2025-02-06 · 3 min · Tristan Sidem

En atelier, on juge un tirage seul, souvent à quelques centimètres, avec en tête tout le processus qui a permis de l'obtenir. En galerie, le visiteur ne voit rien de tout ça : il regarde une image, à distance, sans connaître ni le procédé ni les dix essais qui ont précédé celui qu'il a sous les yeux. Ce changement de point de vue a fait évoluer mes choix plus que je ne l'aurais anticipé.

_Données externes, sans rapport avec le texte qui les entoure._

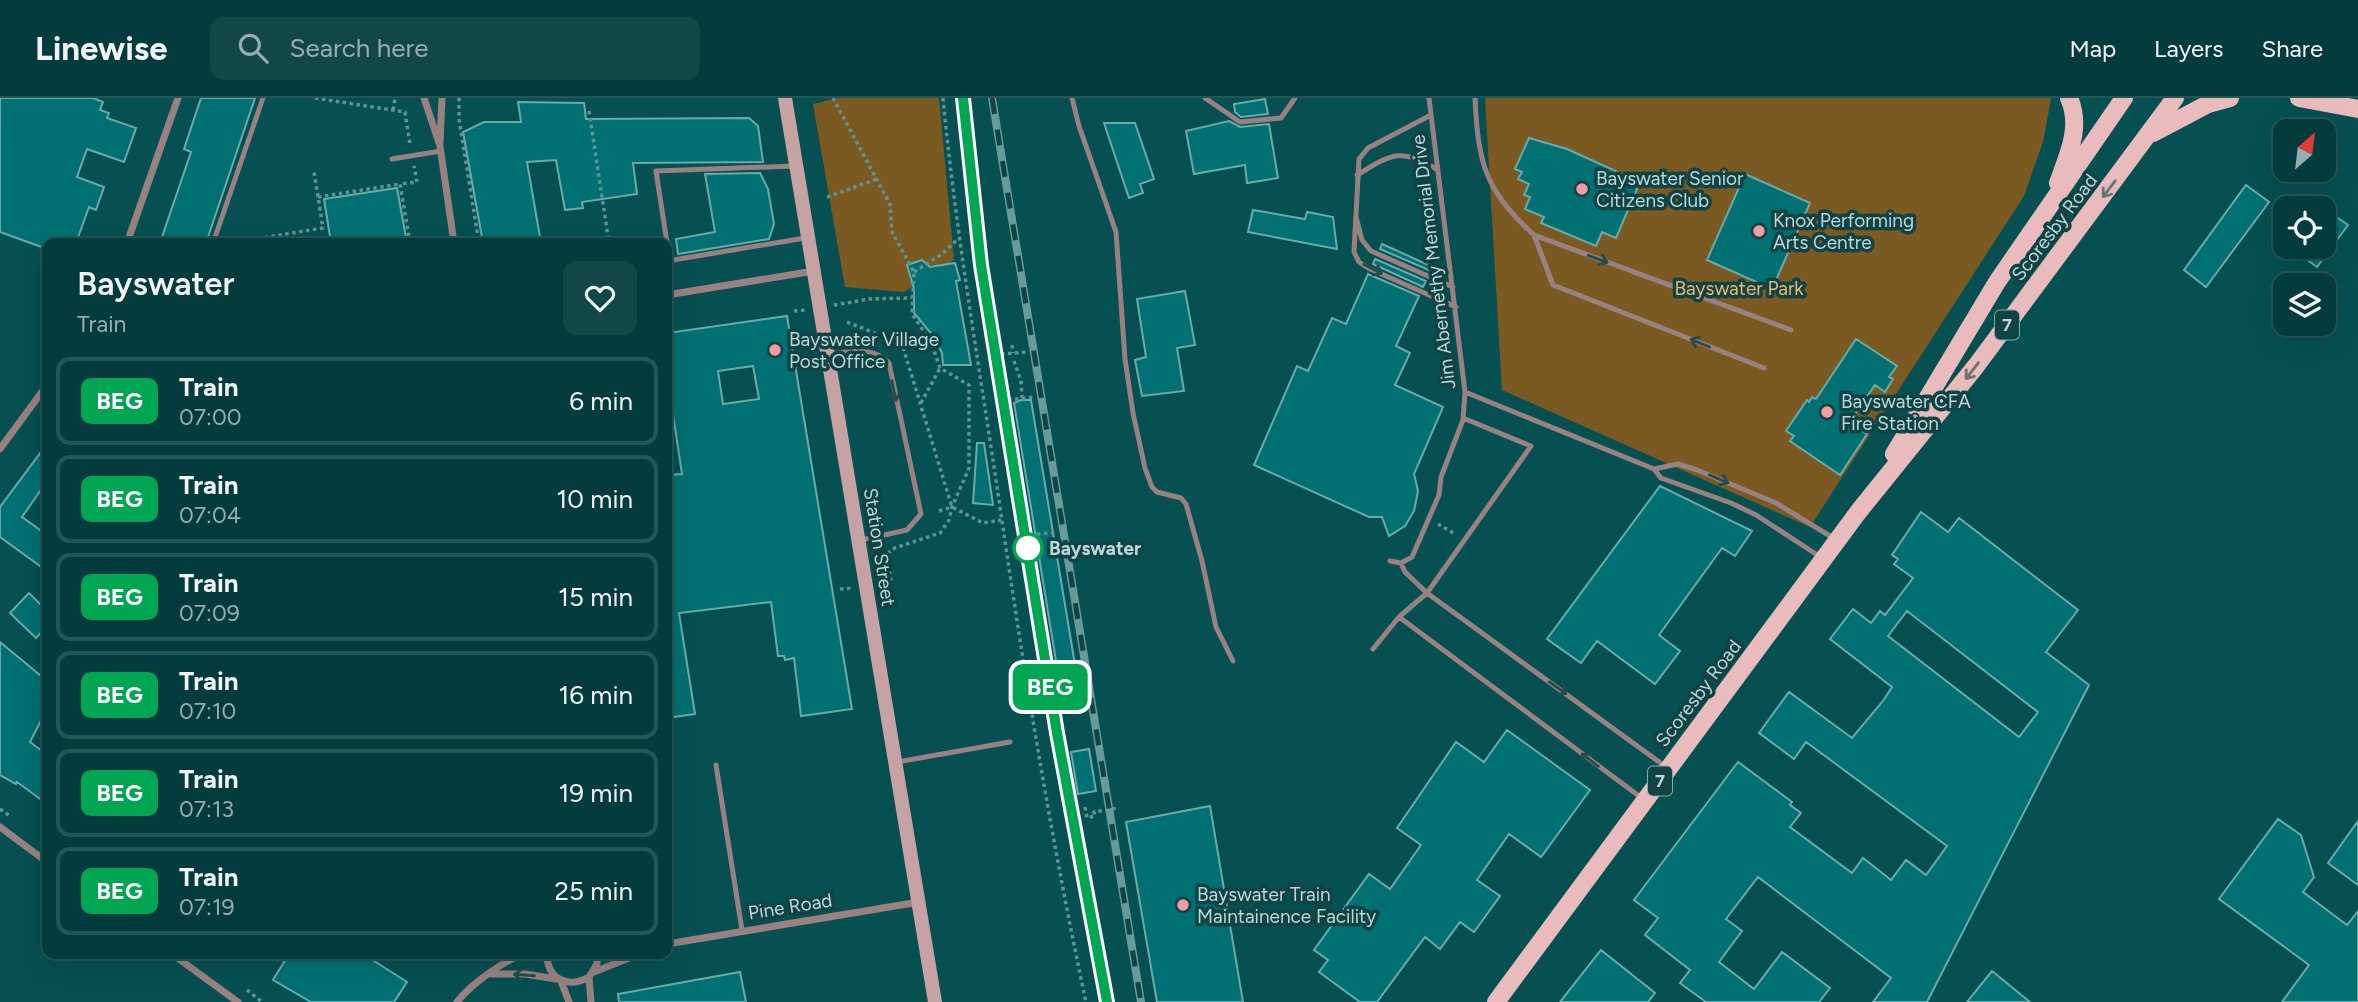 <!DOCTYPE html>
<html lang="en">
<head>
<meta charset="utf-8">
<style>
  body { margin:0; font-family:Figtree,sans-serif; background:#124748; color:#f1f3f6; height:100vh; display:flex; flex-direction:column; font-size:26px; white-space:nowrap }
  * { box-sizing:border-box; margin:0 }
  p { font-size:23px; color:#97adb0 }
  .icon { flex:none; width:38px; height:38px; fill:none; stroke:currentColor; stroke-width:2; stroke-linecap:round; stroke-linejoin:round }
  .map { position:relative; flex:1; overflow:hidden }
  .details { position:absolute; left:42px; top:140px; width:630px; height:721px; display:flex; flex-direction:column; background:#043c3d; border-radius:14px; box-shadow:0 7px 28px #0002,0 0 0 2px #255657 }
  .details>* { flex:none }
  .badge { padding:0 14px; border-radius:10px; font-size:24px; line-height:46px }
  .needle { width:46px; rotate:28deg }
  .controls { position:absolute; left:2273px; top:21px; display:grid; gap:14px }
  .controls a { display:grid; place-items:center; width:63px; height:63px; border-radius:14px; background:#043c3d; box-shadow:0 7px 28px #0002,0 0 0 2px #255657; font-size:35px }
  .map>.badge { position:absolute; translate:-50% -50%; box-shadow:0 0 0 4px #fff }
  .round { display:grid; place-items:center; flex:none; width:74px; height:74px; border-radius:14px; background:#124748 }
  .overview { display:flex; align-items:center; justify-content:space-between; height:119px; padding:0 35px }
  h1 { font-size:33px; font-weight:600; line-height:52px }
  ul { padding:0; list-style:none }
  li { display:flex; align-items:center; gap:21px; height:88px; margin:0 14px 10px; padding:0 21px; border:4px solid #255657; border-radius:14px }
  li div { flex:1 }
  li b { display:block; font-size:26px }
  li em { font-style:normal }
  li .badge { min-width:77px; font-weight:700; text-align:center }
  header { display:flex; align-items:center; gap:42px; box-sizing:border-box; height:98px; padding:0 35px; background:#043c3d; border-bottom:2px solid #255657 }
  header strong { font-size:33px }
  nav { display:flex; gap:38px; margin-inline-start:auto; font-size:24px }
  .search { width:490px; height:63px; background:#124748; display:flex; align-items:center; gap:18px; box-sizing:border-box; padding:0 24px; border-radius:14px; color:#97adb0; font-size:26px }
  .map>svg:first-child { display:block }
  .green { fill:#7b5a22 }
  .building { fill:#007072; stroke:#6baaab; stroke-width:2; fill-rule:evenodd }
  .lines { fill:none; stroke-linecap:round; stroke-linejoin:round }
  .path { stroke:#5f9394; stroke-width:3.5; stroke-dasharray:3.5 3.5; stroke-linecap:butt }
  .service { stroke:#998182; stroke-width:5 }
  .minor { stroke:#998182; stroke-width:7 }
  .secondary { stroke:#c7a2a3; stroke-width:14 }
  .primary { stroke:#eabbbc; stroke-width:18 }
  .rail-casing { stroke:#689a9b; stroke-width:8 }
  .rail { stroke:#114344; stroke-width:5; stroke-dasharray:16; stroke-linecap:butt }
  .oneway { stroke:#687374 }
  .oneway2 { stroke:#254c4d }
  .line-casing { stroke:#fff; stroke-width:16 }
  .line { stroke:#00a651; stroke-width:10 }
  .poi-dot { fill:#f49b9f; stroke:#114344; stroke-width:2.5 }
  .stop-dot { fill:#fff; stroke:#00a651; stroke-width:3.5 }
  .labels { text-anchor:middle; stroke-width:7; stroke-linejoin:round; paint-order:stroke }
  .shield { fill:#114344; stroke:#87abac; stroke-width:2 }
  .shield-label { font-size:18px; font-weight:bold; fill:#bad8d8 }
  .poi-label { font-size:19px; fill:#bad8d8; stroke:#114344; text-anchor:start }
  .street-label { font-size:19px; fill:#bad8d8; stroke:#114344 }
  .park-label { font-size:19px; fill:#ecb869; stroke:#114344 }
  .stop-label { font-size:19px; font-weight:bold; fill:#bad8d8; stroke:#114344; text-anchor:start }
</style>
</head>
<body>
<header>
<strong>Linewise</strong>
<div class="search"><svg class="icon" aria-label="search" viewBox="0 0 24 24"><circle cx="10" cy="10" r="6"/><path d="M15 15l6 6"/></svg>Search here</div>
<nav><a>Map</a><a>Layers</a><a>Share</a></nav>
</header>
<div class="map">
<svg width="2358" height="904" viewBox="0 0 2358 904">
  <rect width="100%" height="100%" fill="#065051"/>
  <path class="green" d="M838,0h101l15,162 -50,32 -59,-5 -32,-183z
    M1485,0h565l1,1 -8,43 -19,54 -214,331 -308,-137z"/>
  <path class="building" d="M0,0h93l10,4 -3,8 9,3 -2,5 29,10 -12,34 -37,-13 -10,28 27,10 -8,23 -7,-3 -13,36h-29v6l-47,-17z
    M201,0h54l-49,145h-46l31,-91 -7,-3z
    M1265,1l3,15 -27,3 -6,-5 -1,-8z
    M518,4l66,1 2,16 163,-1 9,8 5,36 -130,1 4,31 -55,8 1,6 -18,2 -9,-50 -29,2 14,81h-58l-20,-111 21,-10h37z
    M1229,23l11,6 29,-3 9,54 -31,5 -2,-18 -51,9 -8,-43z
    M1104,25h31l19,56 -14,5 3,9 -14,5z
    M1529,40l38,11 73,33 -24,56 -14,-6 -6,14 -55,-23 3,-6 -19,-8 5,-12 -6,-2 5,-11 -11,-5 4,-7 -7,-3z
    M760,75l8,16 6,35 -5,15 -91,15 -2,-15 39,-7 -10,-58z
    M1745,76l65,29 -38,86 -65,-29z
    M2246,87l23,17 -63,85 -22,-17z
    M397,90l10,55h-76l-7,-44z
    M2324,110l24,17 -31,42 -27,-20h34z
    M1253,112l52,9 2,-7 26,5 4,32 -89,-17z
    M1382,146l51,23 -2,4 -51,-22z
    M1375,161l51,22 -3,6 -50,-23z
    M922,162l8,7 25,-4 5,17 -4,1 15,84h-28l-1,-12 -8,-16 -20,-24v-24l-7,-24z
    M1368,176l51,22 -23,50 14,7 -15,32 48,22 -29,67 4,17 -4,20 -9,15 -16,10 -7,-19h-13l-115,-52 43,-99 11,5 24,-53 14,6z
    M1185,193l10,54 -18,3 7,43 -42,5 -7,-36 11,-3 -9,-58z
    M787,218l65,393 -51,7 -7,-58 -9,2 -1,-4h-6l-7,-54 -92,11 16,101 -28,4v-243l15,-1 -15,-99v-42zM753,268l6,33 -36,5 -5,-33z
    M1856,241l41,27 -8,11 4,2 -8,13 -10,-7 -26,38 18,11 -27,41 -50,-34 4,-5 -8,-5 21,-31 2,2 3,-5 4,2z
    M1021,302h10l49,295 -18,3 -48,-295z
    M977,345h7l9,62 -20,-2z
    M47,346v37l-25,36 25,18v36l-47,-34v-30z
    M1660,388l92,45 -17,25 -13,-8 -63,87 21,16 -25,33 -58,-43 -16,22 -34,-24z
    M1921,414l27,20 11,-14 119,92 -32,42 43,33 -162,317h-54l18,-24 -133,-101 -32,42 16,12 -23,31 35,27 28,-37 48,36 -11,14h-113l-26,-19 10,-13 -45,-35 13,-17 -24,-18 104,-138 54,40 -2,3 11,8 -11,14 62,46 11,-15 28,22 15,-20 20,15 21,-29 -141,-104 -12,17 -35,-26 30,-41 63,46 31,-37 9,-14 -62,-48 23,-30 18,14 9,-12 5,4 28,-37 -19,-14 4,-5 -6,-4zM1907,513l131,101 -19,25 -131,-101z
    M29,495l18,18v15l-11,12 -26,-25z
    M0,544l47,39v28l-17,33 17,13v49l-30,-22 -1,2 -16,-9z
    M1507,632l83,60 -49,67 -32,-23 -32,46 23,16 -26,36 -14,-10 -20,27 -15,-12 -48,65h-17l-41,-30 9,-12 -14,-10 55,-76 21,15 31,-44 -24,-17 59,-86 28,20z
    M1089,651l7,42 -18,3 -7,-42z
    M1210,708l33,196h-86l-31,-180z
    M2278,721l23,16 13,42 -11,15 44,33 11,-14v91h-76l27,-37 -90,-66z
    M2358,723v64l-30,-22z
    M1601,852l54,43 -7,9h-88z
    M289,856h74l44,28 -13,20h-83l-38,-22z
    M1992,873l38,31h-63z
    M740,874l6,30h-127l-1,-8z"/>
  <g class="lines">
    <path class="path" d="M315,0l90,14 5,32
      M459,0v21l20,124
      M833,0l57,106 2,28 22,40 -2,42 19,28 9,26 29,17v83l-17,39 -3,13 -9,13 -48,16 -5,6 4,27 -11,2
      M943,0c13,137 37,272 57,409 24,165 51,332 86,495
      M393,12l2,-12
      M589,13l20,132
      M318,99l82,-13
      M827,99l50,-18
      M230,145l93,-15 -9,-56
      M410,145l-10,-59 17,-2 -3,-16
      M914,174l28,-18 17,-16
      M834,207l36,-6 41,-1
      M794,213l12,-1
      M847,224l55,22 50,163 31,16 18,-3
      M1012,247l1,8
      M1001,256l26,-2
      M1014,263l7,20 1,17
      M1008,302l26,-3
      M921,305l19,-35
      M939,413l13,-4
      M1438,426l17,10
      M1030,437l27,-3
      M840,491l12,-1
      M1085,709l2,11 8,-2 -1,-4 24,-4
      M0,711l10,7
      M247,892l15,12"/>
    <path class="service" d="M1072,0l7,28 37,106 9,127 8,54 12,55 7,19 5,5 24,6 5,6 16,57 14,66 17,34
      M1205,0l35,24 41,-4 14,-20
      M1475,0c3,65 10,93 59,137l257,95
      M1431,17l-63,33 -9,11 -5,93 5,10 9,6 88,39
      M392,61l49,-8
      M1357,77c35,-21 43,-28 81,-5
      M1356,119l6,23 9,11 82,36
      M1534,137l19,50 211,83
      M213,145l50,-145
      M667,145l-11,-72 139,-5
      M667,146l2,17
      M667,163l138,-23
      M829,256c22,-2 43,-9 60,9l32,151 -14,16 -46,10
      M1465,294l189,77 7,9 70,25 25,12 66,43
      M1654,371l24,-5 19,6 79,33 59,36
      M1390,463l11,2 11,-6 27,-62 2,-18 22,-57 2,-28 -36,-294
      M1401,465l4,9 22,21 239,174
      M1399,519l244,182
      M1373,551l26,-32 28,-24 104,-147 -68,-28
      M897,664l113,-20
      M716,667l26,165"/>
    <path class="minor" d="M424,0l16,48 14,97
      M440,44l2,-44
      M127,145l51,-145
      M667,197l147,-24
      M0,351l47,-64
      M0,729l47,35
      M667,846l252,-42
      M172,856l66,48
      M547,856c0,25 21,35 42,23l8,-13v-10
      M594,874l45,-18
      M492,876h33l31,5
      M589,879l2,25
      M561,883l8,21
      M457,904c14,-18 44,-39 65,-48"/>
    <path class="secondary" d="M785,0l150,904"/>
    <path class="primary" d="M2299,0l59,11
      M2153,35l55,-29 22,-6
      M2058,85c10,-28 24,-56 11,-85
      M1894,356l103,-172 127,-184
      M1496,904l363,-491 117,-145 199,-268"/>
    <defs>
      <path id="rail" d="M963,0l18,167 76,468 50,269
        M992,0l149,904"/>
    </defs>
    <use href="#rail" class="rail-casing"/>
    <use href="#rail" class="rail"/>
  </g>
  <defs><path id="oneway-shaft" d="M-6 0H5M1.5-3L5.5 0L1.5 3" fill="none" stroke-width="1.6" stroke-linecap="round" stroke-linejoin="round" transform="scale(1.75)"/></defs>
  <g class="oneway">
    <use href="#oneway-shaft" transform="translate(2109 91) rotate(127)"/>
    <use href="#oneway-shaft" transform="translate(1972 273) rotate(128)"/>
  </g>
  <g class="oneway2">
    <use href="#oneway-shaft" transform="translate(1598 161) rotate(20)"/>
    <use href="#oneway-shaft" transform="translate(1373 171) rotate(27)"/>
    <use href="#oneway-shaft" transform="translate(1700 245) rotate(-158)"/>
    <use href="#oneway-shaft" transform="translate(894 293) rotate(78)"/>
    <use href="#oneway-shaft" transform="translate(1719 381) rotate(23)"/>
    <use href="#oneway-shaft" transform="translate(1558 590) rotate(36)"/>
    <use href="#oneway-shaft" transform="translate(1590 662) rotate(-143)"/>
    <use href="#oneway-shaft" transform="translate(524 877) rotate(-176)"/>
  </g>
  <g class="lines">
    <defs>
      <path id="line" d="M963,0l18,167 76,468 50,269"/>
    </defs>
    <use href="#line" class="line-casing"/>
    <use href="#line" class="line"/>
  </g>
  <g class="poi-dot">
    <circle cx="1582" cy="91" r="7"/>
    <circle cx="1759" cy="133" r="7"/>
    <circle cx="775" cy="252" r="7"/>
    <circle cx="1827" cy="314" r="7"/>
    <circle cx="1183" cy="807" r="7"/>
  </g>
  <circle class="stop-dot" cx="1028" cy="450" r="14"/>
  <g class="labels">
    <g class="shield">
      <rect x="1995" y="212.5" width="24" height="29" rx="5"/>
      <rect x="1648" y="668.5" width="24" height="29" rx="5"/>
    </g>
    <g class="shield-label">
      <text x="2007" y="233">7</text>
      <text x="1660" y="689">7</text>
    </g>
    <g class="poi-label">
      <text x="1596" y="87">Bayswater Senior<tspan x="1596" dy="22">Citizens Club</tspan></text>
      <text x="1773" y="129">Knox Performing<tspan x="1773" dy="22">Arts Centre</tspan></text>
      <text x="789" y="248">Bayswater Village<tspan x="789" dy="22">Post Office</tspan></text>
      <text x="1841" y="310">Bayswater CFA<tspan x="1841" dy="22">Fire Station</tspan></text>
      <text x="1197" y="803">Bayswater Train<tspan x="1197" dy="22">Maintainence Facility</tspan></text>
    </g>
    <g class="street-label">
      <text transform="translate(2054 129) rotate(-53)" y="7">Scoresby Road</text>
      <text transform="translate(1433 164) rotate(-97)" y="7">Jim Abernethy Memorial Drive</text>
      <text transform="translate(880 449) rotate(81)" y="7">Station Street</text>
      <text transform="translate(1698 595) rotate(-53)" y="7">Scoresby Road</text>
      <text transform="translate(790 808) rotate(-9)" y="7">Pine Road</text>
    </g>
    <g class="park-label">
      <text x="1739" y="197">Bayswater Park</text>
    </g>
    <g class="stop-label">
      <text x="1049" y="457">Bayswater</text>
    </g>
  </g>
</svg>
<div class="controls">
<a><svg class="needle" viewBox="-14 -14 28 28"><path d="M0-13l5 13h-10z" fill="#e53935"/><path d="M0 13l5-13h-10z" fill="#97adb0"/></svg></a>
<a><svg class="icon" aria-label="locate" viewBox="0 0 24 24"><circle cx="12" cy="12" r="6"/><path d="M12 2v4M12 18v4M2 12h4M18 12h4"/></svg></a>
<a><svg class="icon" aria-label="layers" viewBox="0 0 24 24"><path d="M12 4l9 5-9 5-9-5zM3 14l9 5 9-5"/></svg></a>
</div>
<b class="badge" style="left:1050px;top:589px;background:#00a651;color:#fff">BEG</b>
<section class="details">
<div class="overview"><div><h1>Bayswater</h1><p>Train</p></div><a class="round"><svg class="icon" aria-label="heart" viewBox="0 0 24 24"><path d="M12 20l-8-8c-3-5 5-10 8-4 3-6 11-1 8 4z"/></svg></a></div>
<ul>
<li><span class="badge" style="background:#00a651;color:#fff">BEG</span><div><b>Train</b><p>07:00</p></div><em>6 min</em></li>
<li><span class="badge" style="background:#00a651;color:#fff">BEG</span><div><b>Train</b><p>07:04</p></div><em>10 min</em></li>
<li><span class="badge" style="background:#00a651;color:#fff">BEG</span><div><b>Train</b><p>07:09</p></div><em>15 min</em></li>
<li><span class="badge" style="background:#00a651;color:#fff">BEG</span><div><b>Train</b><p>07:10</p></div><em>16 min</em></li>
<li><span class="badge" style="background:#00a651;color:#fff">BEG</span><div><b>Train</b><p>07:13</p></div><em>19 min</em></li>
<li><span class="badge" style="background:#00a651;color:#fff">BEG</span><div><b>Train</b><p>07:19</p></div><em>25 min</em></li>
</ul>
</section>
</div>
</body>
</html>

Certains procédés que je privilégiais pour leur intérêt technique ou historique se sont révélés moins efficaces accrochés au mur : un grain très fin, séduisant en main, peut se perdre à trois mètres de recul. À l'inverse, des tirages au rendu plus contrasté, presque plus « simples » techniquement, fonctionnent souvent mieux à l'échelle d'un mur de galerie.

Les retours des visiteurs — pas toujours formulés en termes techniques, souvent juste « celui-ci m'arrête, pas celui-là » — sont devenus un critère de sélection à part entière, à côté de mes propres préférences de praticien. Ce n'est pas que le jugement technique compte moins ; c'est qu'il ne suffit plus une fois l'œuvre sortie de l'atelier.

Cette confrontation régulière au regard extérieur a directement nourri la phase suivante : explorer plus largement l'ensemble des procédés non toxiques disponibles, plutôt que de se limiter à ceux que je maîtrisais déjà le mieux techniquement.